§ WORK REQUEST: In the records below, which lines include "then"? Copy them.
+ + + + + + +
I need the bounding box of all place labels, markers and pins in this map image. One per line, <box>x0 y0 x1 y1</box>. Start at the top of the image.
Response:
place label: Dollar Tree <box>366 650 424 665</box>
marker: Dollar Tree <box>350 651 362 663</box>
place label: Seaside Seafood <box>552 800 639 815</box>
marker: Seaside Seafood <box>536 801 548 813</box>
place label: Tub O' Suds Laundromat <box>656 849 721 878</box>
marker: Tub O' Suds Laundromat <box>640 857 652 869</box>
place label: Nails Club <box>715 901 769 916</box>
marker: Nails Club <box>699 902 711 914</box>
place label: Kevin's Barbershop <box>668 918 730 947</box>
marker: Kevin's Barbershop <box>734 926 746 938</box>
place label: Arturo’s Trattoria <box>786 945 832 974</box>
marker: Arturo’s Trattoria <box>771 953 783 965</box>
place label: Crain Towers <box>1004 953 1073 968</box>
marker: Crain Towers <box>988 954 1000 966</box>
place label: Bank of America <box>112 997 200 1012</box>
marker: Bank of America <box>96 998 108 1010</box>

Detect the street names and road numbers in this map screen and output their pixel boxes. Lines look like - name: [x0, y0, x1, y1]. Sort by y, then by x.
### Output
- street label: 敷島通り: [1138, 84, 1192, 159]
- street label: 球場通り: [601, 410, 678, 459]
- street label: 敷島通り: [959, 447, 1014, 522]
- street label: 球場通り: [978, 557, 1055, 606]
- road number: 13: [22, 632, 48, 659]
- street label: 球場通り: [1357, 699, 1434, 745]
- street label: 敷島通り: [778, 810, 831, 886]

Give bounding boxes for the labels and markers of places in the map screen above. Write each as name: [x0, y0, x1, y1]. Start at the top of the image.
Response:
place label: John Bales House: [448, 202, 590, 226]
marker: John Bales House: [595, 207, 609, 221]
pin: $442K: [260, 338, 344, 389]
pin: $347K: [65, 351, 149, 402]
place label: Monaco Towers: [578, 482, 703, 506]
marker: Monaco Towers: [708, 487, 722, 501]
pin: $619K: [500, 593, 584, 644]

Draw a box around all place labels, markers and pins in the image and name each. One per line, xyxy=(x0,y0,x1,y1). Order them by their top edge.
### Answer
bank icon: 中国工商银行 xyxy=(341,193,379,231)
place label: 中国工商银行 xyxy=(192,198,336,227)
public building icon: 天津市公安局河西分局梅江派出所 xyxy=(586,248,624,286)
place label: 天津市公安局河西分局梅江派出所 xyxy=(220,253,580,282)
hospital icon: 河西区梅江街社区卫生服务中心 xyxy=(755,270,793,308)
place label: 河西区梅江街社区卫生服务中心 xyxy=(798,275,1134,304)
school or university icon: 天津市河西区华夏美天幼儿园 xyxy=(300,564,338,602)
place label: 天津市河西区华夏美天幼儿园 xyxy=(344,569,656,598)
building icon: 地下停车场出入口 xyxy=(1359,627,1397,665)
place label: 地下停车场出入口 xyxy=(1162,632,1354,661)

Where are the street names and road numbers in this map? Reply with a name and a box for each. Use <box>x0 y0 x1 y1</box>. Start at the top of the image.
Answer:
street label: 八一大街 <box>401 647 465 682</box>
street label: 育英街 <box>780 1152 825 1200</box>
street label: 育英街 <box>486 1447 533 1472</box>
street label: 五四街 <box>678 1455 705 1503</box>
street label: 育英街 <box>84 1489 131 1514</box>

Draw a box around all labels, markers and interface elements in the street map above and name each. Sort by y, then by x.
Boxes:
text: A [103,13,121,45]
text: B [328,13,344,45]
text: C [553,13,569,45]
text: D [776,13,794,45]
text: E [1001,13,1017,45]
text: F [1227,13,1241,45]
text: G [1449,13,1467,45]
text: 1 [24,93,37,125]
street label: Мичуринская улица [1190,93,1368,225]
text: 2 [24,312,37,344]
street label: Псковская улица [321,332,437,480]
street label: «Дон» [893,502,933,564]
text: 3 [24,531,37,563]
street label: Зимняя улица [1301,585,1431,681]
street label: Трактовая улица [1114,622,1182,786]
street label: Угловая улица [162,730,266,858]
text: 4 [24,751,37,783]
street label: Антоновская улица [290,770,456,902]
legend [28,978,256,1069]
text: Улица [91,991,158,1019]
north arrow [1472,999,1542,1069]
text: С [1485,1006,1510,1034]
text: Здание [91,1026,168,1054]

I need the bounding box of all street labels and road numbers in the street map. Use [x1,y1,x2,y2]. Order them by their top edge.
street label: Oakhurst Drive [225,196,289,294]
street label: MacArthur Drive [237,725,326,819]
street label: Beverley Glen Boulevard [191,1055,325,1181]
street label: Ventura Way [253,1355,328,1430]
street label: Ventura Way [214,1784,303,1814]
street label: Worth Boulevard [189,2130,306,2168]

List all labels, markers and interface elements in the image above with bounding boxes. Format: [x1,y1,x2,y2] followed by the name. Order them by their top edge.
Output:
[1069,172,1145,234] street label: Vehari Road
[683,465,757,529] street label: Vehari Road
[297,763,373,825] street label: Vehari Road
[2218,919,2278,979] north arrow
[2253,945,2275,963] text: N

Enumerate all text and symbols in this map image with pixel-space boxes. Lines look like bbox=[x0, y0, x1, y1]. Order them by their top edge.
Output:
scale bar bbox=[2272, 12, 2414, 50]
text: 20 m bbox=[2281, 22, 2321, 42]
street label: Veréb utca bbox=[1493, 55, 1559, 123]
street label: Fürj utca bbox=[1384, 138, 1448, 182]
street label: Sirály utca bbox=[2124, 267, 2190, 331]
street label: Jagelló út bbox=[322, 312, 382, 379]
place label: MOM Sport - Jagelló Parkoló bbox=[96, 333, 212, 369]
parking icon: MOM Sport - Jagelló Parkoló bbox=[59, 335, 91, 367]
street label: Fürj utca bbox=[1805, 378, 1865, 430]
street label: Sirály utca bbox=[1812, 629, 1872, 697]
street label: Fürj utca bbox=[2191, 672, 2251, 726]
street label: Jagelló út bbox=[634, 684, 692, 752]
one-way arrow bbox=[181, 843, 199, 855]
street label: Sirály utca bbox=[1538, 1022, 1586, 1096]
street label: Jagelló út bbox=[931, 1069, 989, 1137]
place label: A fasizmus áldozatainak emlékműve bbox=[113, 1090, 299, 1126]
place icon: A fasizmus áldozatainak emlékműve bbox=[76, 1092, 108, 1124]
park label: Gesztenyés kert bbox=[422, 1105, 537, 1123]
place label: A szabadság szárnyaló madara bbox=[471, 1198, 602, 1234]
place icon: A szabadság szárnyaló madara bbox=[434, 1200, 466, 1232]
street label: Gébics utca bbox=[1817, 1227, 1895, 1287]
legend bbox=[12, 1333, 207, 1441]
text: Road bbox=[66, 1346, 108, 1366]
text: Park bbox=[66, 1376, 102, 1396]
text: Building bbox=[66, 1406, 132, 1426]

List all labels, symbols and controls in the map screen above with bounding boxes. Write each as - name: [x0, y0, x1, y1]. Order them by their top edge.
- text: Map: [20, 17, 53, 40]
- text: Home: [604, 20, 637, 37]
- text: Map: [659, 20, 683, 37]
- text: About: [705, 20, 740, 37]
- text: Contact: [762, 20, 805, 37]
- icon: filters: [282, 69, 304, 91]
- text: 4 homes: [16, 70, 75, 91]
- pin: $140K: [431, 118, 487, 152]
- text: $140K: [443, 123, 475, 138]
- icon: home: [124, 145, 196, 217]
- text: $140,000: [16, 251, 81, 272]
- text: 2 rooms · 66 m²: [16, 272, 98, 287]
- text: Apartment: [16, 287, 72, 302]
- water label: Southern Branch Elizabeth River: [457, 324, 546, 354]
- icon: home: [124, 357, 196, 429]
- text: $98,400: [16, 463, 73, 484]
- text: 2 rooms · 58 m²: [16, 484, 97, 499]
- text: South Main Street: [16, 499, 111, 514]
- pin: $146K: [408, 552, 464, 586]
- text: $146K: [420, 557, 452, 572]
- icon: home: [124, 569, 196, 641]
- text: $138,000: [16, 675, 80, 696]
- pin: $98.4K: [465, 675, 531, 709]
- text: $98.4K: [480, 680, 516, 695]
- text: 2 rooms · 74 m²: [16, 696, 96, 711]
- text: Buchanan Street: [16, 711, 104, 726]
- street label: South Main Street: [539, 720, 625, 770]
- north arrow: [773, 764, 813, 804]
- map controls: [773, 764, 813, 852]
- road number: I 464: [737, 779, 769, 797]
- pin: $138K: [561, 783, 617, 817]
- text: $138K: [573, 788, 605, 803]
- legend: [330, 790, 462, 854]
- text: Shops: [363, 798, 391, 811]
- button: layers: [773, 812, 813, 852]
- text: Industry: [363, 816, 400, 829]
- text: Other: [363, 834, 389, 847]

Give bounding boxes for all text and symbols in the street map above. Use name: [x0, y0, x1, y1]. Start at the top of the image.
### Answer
+ + + + + + +
§ WRITTEN RESPONSE:
Detect the street names and road numbers in this map screen and output their pixel boxes. Lines look like - name: [x0, y0, x1, y1]. Sort by y, then by x.
Draw a box around all labels, markers and interface elements in the street map above and name each. Sort by y, then by x.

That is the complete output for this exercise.